**Work instructions:** Write only the number of lines in the data that contain the word "image".

------------------------------------------------------------------------

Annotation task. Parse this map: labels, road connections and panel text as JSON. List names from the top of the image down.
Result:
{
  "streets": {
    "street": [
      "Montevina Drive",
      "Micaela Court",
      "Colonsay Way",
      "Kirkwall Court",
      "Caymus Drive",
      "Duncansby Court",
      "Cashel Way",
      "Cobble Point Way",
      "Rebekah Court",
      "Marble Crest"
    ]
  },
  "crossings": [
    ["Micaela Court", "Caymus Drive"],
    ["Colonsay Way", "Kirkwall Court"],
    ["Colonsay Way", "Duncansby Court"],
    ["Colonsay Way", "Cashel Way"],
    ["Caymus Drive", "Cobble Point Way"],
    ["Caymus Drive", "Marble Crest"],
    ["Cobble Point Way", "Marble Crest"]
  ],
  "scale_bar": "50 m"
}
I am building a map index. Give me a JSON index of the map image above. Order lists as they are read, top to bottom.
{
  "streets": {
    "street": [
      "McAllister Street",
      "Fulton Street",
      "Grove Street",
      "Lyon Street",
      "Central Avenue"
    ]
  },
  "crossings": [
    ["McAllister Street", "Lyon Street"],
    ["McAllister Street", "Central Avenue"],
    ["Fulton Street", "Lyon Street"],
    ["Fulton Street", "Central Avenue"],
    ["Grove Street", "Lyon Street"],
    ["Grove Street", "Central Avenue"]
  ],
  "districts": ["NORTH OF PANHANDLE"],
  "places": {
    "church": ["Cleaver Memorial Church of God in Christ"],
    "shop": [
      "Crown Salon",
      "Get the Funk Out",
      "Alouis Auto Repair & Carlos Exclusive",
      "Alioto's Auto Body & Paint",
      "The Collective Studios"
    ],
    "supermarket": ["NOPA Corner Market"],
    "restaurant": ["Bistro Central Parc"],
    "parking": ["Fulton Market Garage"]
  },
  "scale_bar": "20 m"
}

------------------------------------------------------------------------

**Response below:** 2